The ceremony performed nowadays was introduced in 1964. This exceptional night is an annual ritual happening on February 3 for Setsubun, marking the change in season; then on August 14 et 15 for Obon, the celebration of ancestors. According to the popular belief, these are the two moments when the world of the spirits and the world of the living can communicate. The 3,000 lanterns of the shrine are lit up at nightfall to help this communion. The candles’ lights are a way to attract the deceased’s spirits and guide them to the shrine.
Moreover, February also holds the custom of writing down one’s wish on small paper squares, that are put on the lanterns. According to the tradition, these wishes can be accomplished during Setsubun.
The light of the candles gives a particular, slightly mystical atmosphere to the site. It is quite pleasurable to walk at nightfall and admire the shrine and the surrounding forest in the shadows. Visitors move along between the trees and cross the path of the famous shika deers, always happy to get a treat.
Japanese people are fond of this scenery and are keen to queue up to see it. However, Setsubun traditional customs such as beans throwing or eating ehomaki don’t happen in this festival. It is more of a spiritual and sober celebration, and there are no yatai food stall either. The only attraction is buying a lantern to carry around in the stone lanterns alleyway.
Be aware that the crowd forces to move forward inside the shrine’s precincts.
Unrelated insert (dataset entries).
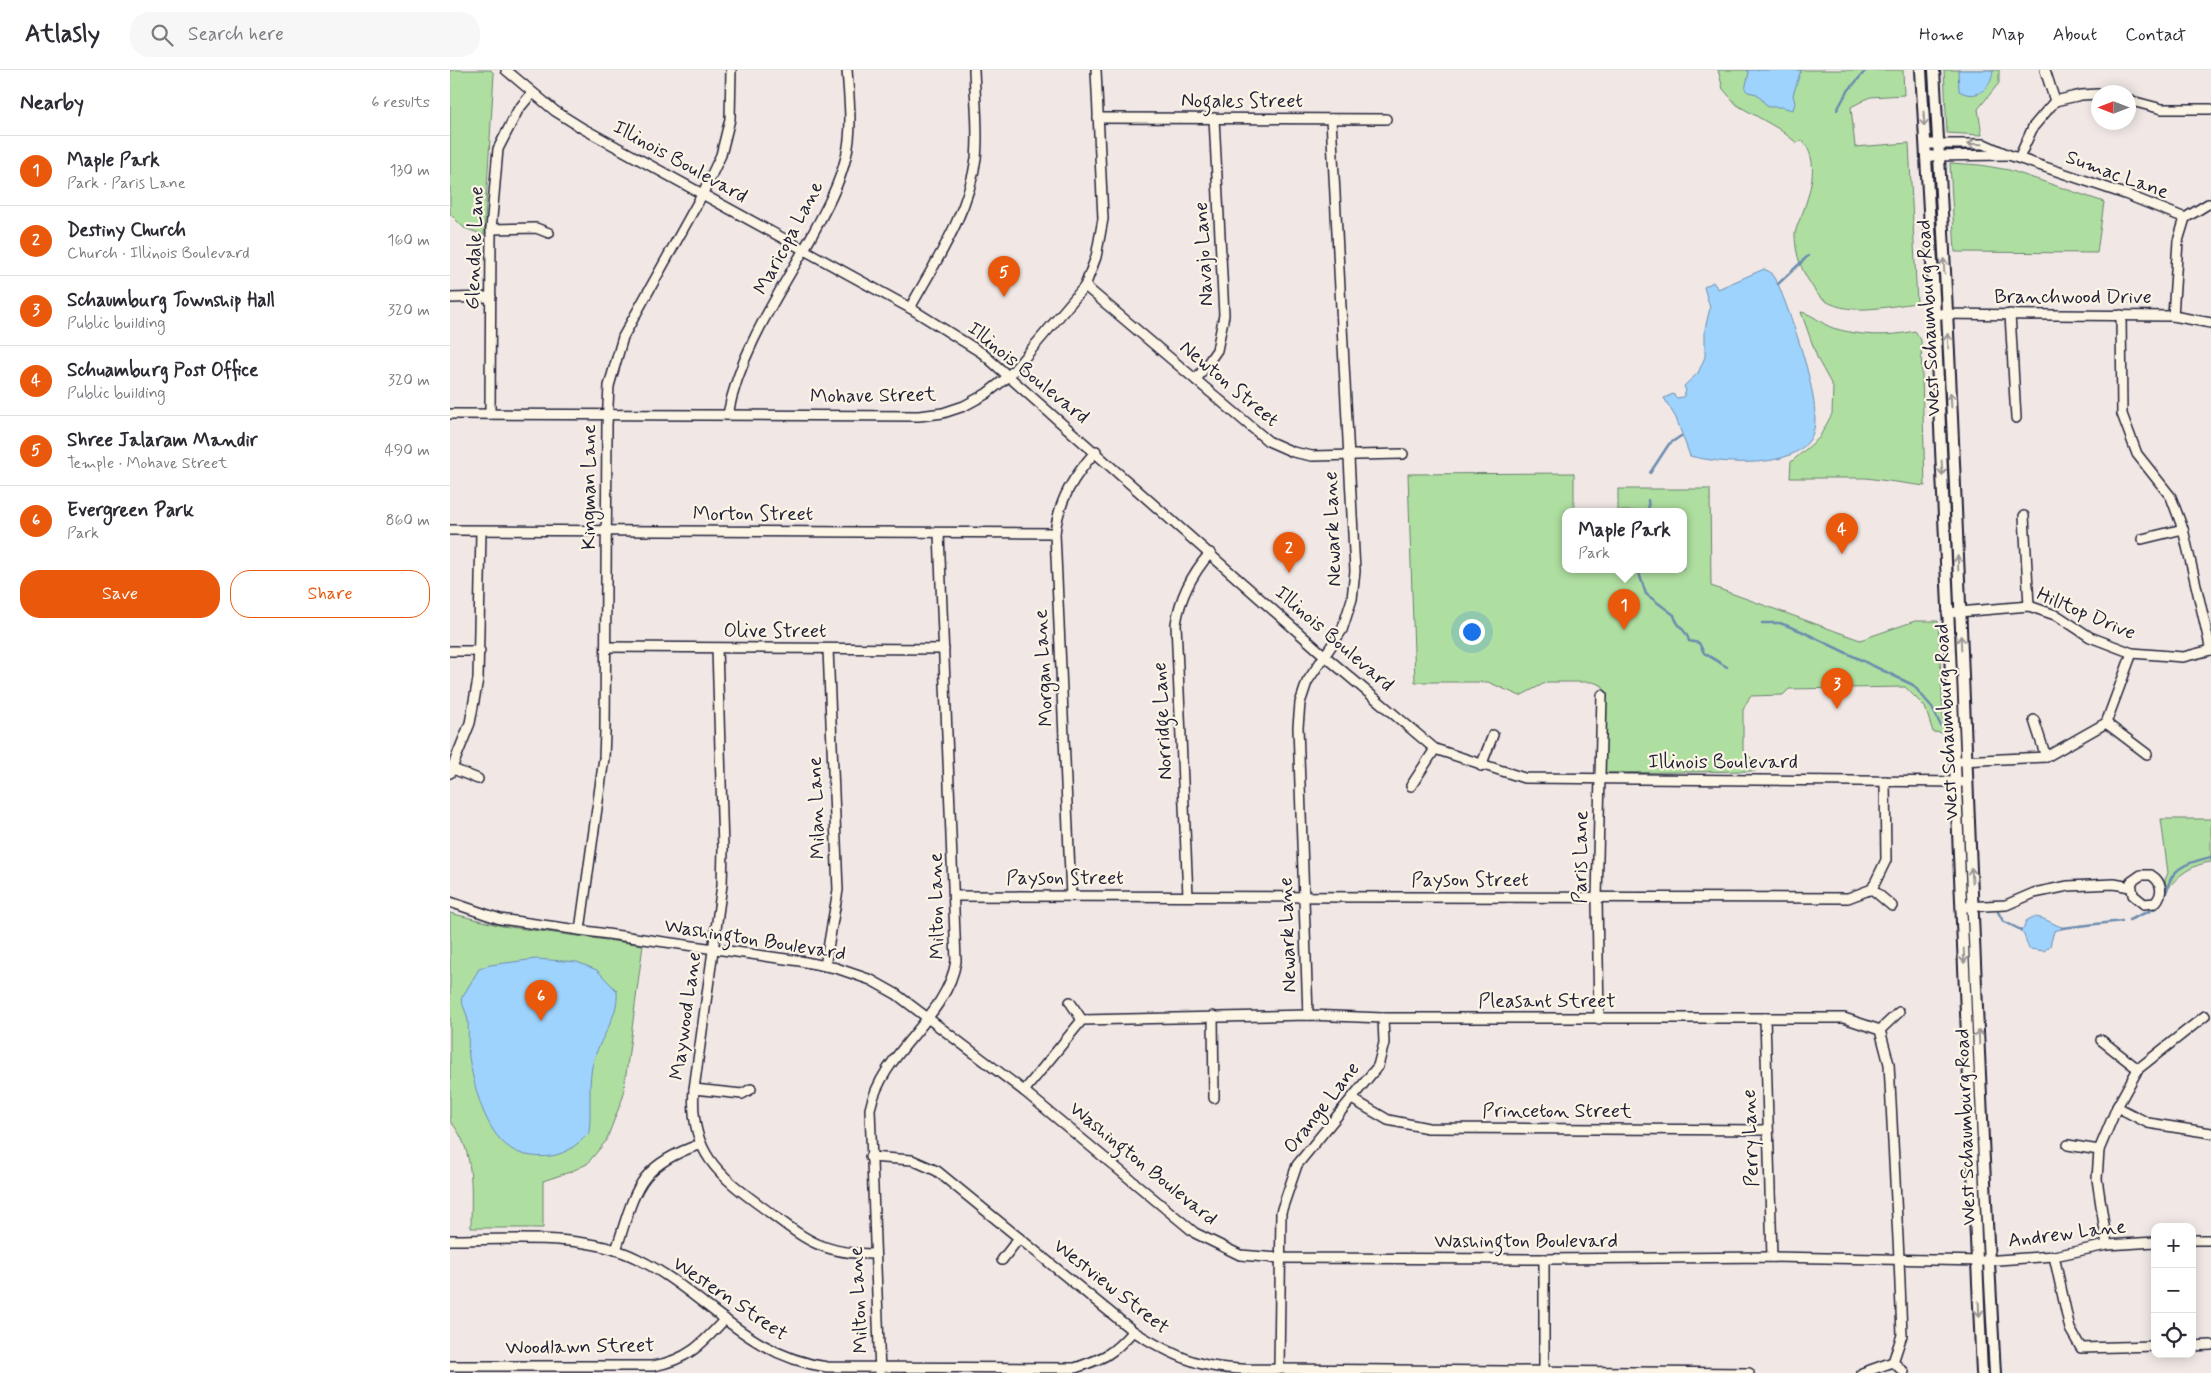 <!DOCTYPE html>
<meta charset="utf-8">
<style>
body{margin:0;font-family:Mynerve,sans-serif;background:#f7f7f7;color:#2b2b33}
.controls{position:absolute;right:15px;bottom:15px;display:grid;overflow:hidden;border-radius:10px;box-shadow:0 2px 12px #0003}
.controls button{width:45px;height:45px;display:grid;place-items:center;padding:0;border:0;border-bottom:1px solid #e1e1e2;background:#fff;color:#2b2b33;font:25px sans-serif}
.compass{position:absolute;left:1641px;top:15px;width:45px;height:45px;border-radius:50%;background:#fff;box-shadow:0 2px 12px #0003;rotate:270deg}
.you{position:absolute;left:1021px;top:561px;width:18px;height:18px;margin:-12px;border:4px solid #fff;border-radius:50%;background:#1a73e8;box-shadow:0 0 0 8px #1a73e833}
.badge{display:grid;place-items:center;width:32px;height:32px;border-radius:50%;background:#ea580c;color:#fff;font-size:16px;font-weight:700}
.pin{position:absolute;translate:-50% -41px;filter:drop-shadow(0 1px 2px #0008)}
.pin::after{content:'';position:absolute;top:26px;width:18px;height:15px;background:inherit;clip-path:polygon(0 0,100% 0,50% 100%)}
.popup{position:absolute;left:1112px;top:438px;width:125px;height:65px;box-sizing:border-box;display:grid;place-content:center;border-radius:10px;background:#fff;filter:drop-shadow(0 1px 4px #0005);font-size:16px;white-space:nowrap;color:#7c7c81}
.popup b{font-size:19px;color:#2b2b33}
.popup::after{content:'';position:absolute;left:50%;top:100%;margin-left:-10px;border:10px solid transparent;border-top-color:#fff}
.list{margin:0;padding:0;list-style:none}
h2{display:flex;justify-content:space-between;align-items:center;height:65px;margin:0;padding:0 20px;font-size:21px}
h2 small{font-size:16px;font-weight:400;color:#7c7c81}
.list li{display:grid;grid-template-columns:32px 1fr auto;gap:15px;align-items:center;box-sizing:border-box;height:70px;padding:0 20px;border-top:1px solid #e1e1e2}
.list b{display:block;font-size:19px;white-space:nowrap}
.list p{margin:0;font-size:16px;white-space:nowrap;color:#7c7c81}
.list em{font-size:16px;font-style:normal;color:#7c7c81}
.actions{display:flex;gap:10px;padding:15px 20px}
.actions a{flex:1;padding:11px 0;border:1px solid #ea580c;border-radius:20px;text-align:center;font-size:18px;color:#ea580c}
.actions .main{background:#ea580c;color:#fff}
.icon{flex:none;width:28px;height:28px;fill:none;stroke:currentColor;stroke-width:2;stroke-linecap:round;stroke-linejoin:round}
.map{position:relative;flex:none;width:1761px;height:1303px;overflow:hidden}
header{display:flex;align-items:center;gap:30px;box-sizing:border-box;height:70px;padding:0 25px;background:#fff;border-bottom:1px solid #e1e1e2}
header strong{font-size:24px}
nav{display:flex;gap:28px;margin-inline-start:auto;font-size:18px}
.search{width:350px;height:45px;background:#f7f7f7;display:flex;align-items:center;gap:12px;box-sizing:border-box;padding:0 18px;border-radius:20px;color:#7c7c81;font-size:19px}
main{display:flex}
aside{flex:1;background:#fff}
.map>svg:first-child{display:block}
</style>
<header>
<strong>Atlasly</strong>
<div class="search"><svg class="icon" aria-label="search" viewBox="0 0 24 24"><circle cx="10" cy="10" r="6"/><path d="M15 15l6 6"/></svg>Search here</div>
<nav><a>Home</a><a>Map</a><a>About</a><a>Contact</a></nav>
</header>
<main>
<aside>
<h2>Nearby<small>6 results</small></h2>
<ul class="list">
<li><span class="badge">1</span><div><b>Maple Park</b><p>Park · Paris Lane</p></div><em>130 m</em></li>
<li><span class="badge">2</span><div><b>Destiny Church</b><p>Church · Illinois Boulevard</p></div><em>160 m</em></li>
<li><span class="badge">3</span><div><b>Schaumburg Township Hall</b><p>Public building</p></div><em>320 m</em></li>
<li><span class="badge">4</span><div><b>Schuamburg Post Office</b><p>Public building</p></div><em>320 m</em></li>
<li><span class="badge">5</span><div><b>Shree Jalaram Mandir</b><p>Temple · Mohave Street</p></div><em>490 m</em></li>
<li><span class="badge">6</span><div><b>Evergreen Park</b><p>Park</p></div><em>860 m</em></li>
</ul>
<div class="actions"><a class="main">Save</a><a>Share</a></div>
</aside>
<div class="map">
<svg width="1761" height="1303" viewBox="0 0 1761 1303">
<rect width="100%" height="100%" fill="#f1e8e5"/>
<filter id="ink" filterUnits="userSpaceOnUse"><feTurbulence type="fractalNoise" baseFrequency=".02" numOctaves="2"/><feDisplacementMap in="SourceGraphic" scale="10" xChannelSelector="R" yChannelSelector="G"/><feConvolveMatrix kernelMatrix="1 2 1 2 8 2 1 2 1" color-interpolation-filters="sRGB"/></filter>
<g filter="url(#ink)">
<!-- green -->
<g fill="#afdfa0" stroke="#68806e">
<path d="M0,0H41L44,4L34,165L14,158L0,144Z"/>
<path d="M1268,0H1453L1454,25L1420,27L1401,37L1405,77L1459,73L1467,233C1437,236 1395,248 1370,227C1365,222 1361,214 1357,208C1349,195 1345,179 1345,164C1346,157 1350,149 1353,142C1361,118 1370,91 1352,70L1347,73L1329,59L1287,35L1273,19Z"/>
<path d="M1494,0H1549V13L1528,39L1532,65L1497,63Z"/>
<path d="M1500,93L1530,95L1559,100L1654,132L1647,183L1505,182Z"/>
<path d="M1351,242C1363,244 1371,254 1383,258C1409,266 1438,267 1465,261L1471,270L1475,416L1416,408H1340L1341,392L1369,368L1382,344L1383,317L1368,290Z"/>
<path d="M1124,403V441H1115V499H1233V441H1168V419H1260L1261,516L1410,570L1465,551H1488L1494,663L1483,662L1475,637L1455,617L1339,619L1333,625L1300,626L1293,640V680L1305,692V701L1152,703L1153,616L1143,612H1097L1070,626L1038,612H965L958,404Z"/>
<path d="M1711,749H1761V792C1744,794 1726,805 1717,821L1715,810L1718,803Z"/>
<path d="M0,843L52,856L193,875L173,1027L156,1071L137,1094L120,1102L93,1111V1158H21C21,1122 26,1079 0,1051Z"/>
</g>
<!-- water -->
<g fill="#9ed3fd" stroke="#6c8caf">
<path d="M1297,0H1351L1343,25L1345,33L1343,40L1331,37H1318L1307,24L1298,22L1295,19L1299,3Z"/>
<path d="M1508,0H1543C1542,19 1526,31 1509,21Z"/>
<path d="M1314,199L1320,202L1328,214C1341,246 1371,327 1364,359C1355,402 1271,394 1240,386L1226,348L1214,328L1223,324L1227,328L1233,327L1236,321L1234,316L1248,303L1255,287V259L1260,238L1254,217L1263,212L1268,219Z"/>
<path d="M1583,847C1595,847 1603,855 1615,858L1604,861L1600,876L1594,881L1579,879L1574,865L1568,859H1573L1576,851Z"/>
<path d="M86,889L127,892L147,900L167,921C169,947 151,966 144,989C137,1011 142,1039 139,1063C121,1081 108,1089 82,1086C40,1082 27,1028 20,993C17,979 19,965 18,951C17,944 13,936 11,929L29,899L40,895Z"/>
</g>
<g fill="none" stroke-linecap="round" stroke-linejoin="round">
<!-- stream -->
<g stroke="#6c8caf" stroke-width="2.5">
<path d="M1387,40L1397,22L1416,0"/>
<path d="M1328,214L1358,186"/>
<path d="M1200,403L1219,374L1231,366"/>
<path d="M1198,430L1199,441"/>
<path d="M1191,499L1189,503L1196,524L1224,545C1226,556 1237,560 1239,571L1249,573L1254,583L1277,597"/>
<path d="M1312,553H1330L1351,561L1463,615L1482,637L1491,656"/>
<path d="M1711,831C1717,825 1716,820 1719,813C1725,795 1745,791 1761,787"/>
<path d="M1548,842L1553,851L1571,860"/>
<path d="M1679,850L1704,839L1708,835"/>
<path d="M1612,858L1672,851"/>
</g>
<defs>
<g id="minor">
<path d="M56,0L105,41L132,58L460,238L532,283L875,586L985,679L1074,708L1516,712"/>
<path d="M1678,30L1712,39H1761"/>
<path d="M1605,31L1631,25L1648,24"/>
<path d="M648,48L936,49"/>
<path d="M1476,74H1534L1559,85L1675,124L1735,148L1758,134H1761"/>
<path d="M1477,86L1558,85"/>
<path d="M1569,88L1583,57L1605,31L1595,0"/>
<path d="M41,159L86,158L99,163"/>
<path d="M635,216L818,371L843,382L862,386L953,384"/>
<path d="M0,228L41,227"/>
<path d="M460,238C486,191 519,142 526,88C529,59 525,29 524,0"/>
<path d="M1485,244L1723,246L1761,253"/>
<path d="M1560,244L1566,348"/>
<path d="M1671,245L1672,344L1687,384L1721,427L1733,459L1761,580"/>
<path d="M1723,246L1728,171L1735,148"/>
<path d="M746,310L767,280L774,245L764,48"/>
<path d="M0,344L469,346L493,343L514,336L536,324L559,306L635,216L646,187L653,149L646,0"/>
<path d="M40,344L41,159L48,79L68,40L82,23"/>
<path d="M278,344C290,280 330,223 361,167C375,141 389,116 396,87C403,59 399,29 397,0"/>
<path d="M1574,446L1579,536"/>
<path d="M0,460L605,463"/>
<path d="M1692,469L1733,459"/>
<path d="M1497,543L1579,536L1608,546L1640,567L1682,583L1733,587L1761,580"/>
<path d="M156,577L494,579"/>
<path d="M267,578L273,779L272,815L244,1019C239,1082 268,1105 315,1139C355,1169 371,1184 424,1184"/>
<path d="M0,581H30"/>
<path d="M1584,650L1596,687"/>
<path d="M1656,653L1697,684"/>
<path d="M1510,691L1596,687L1656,653L1682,583"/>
<path d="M1031,696L1043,665"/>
<path d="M3,699L28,709"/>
<path d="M0,703L20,653L28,609L31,461"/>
<path d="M961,716L985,679"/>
<path d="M1691,805H1701C1712,812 1714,823 1705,833L1694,834L1683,825L1681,812Z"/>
<path d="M1422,819L1442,836"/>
<path d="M505,826L1398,828L1422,819L1436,790L1435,711"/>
<path d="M621,826L605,463C609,429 624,406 646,381"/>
<path d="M738,826L726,554C730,526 742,504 760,483"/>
<path d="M0,832L50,849L350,891L386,898L421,910L446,924L574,1021L745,1163L790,1185L829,1188L1094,1189L1322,1187L1534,1191L1604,1186L1657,1175L1705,1172"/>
<path d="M1512,837L1556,835L1584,823L1618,816L1664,814L1680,817"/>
<path d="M130,860L154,688L155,662L157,355L159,316L173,267L252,125L271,85L280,49L281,0"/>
<path d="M375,896L388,820L378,579"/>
<path d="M620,932L632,950"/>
<path d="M858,945L848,657L850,633L857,612L892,560L902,529L905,501L881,49"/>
<path d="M763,946L764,1028"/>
<path d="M1315,948L1322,1187"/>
<path d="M1149,949L1147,828L1152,625"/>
<path d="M1430,960L1439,994L1449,1188L1452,1265L1443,1292"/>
<path d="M1651,970L1688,999"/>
<path d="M244,1019L292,1024L301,1019"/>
<path d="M574,1021L632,950L858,945L933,948H1394L1430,960L1449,942"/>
<path d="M902,1029L938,1050L978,1058L1318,1060"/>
<path d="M1667,1037L1698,1053L1761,1063"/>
<path d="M1618,1075L1649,1080"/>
<path d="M420,1087L462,1090L487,1101L683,1261C739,1296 762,1301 829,1299L1299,1303"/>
<path d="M0,1170C58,1170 135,1162 188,1189C256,1223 296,1286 377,1297L625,1298C654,1288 662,1285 683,1261"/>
<path d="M1742,1170H1761"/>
<path d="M1657,1175L1647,1109L1649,1080L1667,1037L1688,999L1755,946"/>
<path d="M166,1180C186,1120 186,1096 251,1074"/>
<path d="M1604,1186L1620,1259L1631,1278L1705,1276"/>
<path d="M1094,1189V1303"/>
<path d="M552,1190L569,1168"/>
<path d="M1742,1276L1761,1275"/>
<path d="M0,1296H203C238,1290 252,1274 275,1249"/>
<path d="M829,1299L831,1142L847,1095L928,996L934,973L933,948"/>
<path d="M430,1303L420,1039C433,980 497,948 506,891L489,463"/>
<path d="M1412,1303L1443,1292L1454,1302"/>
</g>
<g id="major">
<path d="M1471,0L1485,244L1532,1303"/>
<path d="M1484,0C1510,434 1520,869 1545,1303"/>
</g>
</defs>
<!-- minor casing -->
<use href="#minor" stroke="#22223b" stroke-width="12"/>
<!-- major casing -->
<use href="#major" stroke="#22223b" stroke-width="14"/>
<!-- minor -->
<use href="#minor" stroke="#fcf5e5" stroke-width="9"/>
<!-- major -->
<use href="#major" stroke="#fcf5e5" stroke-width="10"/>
</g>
<!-- one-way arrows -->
<defs><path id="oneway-shaft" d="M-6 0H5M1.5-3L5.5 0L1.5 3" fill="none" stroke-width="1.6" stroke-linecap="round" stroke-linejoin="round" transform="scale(1.25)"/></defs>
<g stroke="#9a9698">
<use href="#oneway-shaft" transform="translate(1474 49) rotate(86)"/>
<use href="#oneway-shaft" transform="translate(1525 74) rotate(-178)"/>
<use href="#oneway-shaft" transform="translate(1494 196) rotate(-93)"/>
<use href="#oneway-shaft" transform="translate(1498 271) rotate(-93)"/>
<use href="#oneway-shaft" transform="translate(1501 330) rotate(-93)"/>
<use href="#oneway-shaft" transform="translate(1492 398) rotate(87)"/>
<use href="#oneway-shaft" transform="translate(1508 493) rotate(-92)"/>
<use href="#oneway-shaft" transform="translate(1511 573) rotate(-93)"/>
<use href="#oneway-shaft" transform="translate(1522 805) rotate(-94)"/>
<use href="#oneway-shaft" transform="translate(1514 886) rotate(88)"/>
<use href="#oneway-shaft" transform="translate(1529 967) rotate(-92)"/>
<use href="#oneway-shaft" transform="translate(1529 1239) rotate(87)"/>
</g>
</g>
<g text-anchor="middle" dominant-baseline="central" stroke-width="4.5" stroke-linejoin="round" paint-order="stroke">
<!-- street labels -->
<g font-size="20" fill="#22223b" stroke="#fcf5e5">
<text x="792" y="31">Nogales Street</text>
<text transform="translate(230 92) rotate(29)">Illinois Boulevard</text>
<text transform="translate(1667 105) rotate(20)">Sumac Lane</text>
<text transform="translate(339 168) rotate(-62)">Maricopa Lane</text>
<text transform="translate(25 178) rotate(-88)">Glendale Lane</text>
<text transform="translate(754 184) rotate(-93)">Navajo Lane</text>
<text x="1623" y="227">Branchwood Drive</text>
<text transform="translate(1479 248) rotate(-93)">West Schaumburg Road</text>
<text transform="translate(578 303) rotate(39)">Illinois Boulevard</text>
<text transform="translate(779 314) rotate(40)">Newton Street</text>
<text transform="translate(423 326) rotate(-1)">Mohave Street</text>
<text transform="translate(139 417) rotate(-90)">Kingman Lane</text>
<text x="303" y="444">Morton Street</text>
<text transform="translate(883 459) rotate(-92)">Newark Lane</text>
<text transform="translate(1636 544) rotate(23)">Hilltop Drive</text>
<text x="325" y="561">Olive Street</text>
<text transform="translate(884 569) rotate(41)">Illinois Boulevard</text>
<text transform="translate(594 598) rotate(-93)">Morgan Lane</text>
<text transform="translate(713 651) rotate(-93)">Norridge Lane</text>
<text transform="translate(1497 652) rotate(-93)">West Schaumburg Road</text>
<text x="1273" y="692">Illinois Boulevard</text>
<text transform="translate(367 738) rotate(-92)">Milan Lane</text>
<text transform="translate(1131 787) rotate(-89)">Paris Lane</text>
<text x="615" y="808">Payson Street</text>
<text x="1020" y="810">Payson Street</text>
<text transform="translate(487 836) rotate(-91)">Milton Lane</text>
<text transform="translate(838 865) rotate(-92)">Newark Lane</text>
<text transform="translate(305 870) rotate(9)">Washington Boulevard</text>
<text x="1097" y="931">Pleasant Street</text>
<text transform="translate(236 946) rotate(-82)">Maywood Lane</text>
<text transform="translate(872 1038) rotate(-52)">Orange Lane</text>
<text x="1107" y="1041">Princeton Street</text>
<text transform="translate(1516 1057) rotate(-92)">West Schaumburg Road</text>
<text transform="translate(1301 1068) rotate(-92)">Perry Lane</text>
<text transform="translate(693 1094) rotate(39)">Washington Boulevard</text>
<text transform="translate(1617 1164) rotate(-7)">Andrew Lane</text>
<text x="1076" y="1171">Washington Boulevard</text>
<text transform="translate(661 1217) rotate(38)">Westview Street</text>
<text transform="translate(280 1229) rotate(34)">Western Street</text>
<text transform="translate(409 1230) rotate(-93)">Milton Lane</text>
<text transform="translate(130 1277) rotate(-1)">Woodlawn Street</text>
</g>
</g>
</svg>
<div class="controls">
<button>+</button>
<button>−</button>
<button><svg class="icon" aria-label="locate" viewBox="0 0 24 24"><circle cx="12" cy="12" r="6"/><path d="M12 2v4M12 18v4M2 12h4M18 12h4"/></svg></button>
</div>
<svg class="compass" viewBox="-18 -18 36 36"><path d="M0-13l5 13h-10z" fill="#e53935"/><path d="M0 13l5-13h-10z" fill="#7c7c81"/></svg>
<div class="you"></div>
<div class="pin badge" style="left:1174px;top:560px">1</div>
<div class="popup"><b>Maple Park</b>Park</div>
<div class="pin badge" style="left:839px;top:503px">2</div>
<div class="pin badge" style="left:1387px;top:639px">3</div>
<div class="pin badge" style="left:1392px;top:484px">4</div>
<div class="pin badge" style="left:554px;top:227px">5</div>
<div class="pin badge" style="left:91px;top:951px">6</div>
</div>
</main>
It might be difficult to walk one’s own pace and to take time to savor the peculiar atmosphere arising from the bronze lanterns. In the same idea, the shrine’s guardians forbid to take pictures at some places: first to protect the priests’ privacy while they are chanting prayers on the stage, and also due to the fact that the place is overcrowded with visitors, preventing from taking pictures anyway. Needless to say, don’t even dream of using a tripod!
The night ends up with a mixed feeling as it might have been a little bit too calm, when Setsubun is more of a popular and lively celebration. For those who would like to attend the bean throwing, it is preferable to visit Kofuku-ji during the daytime.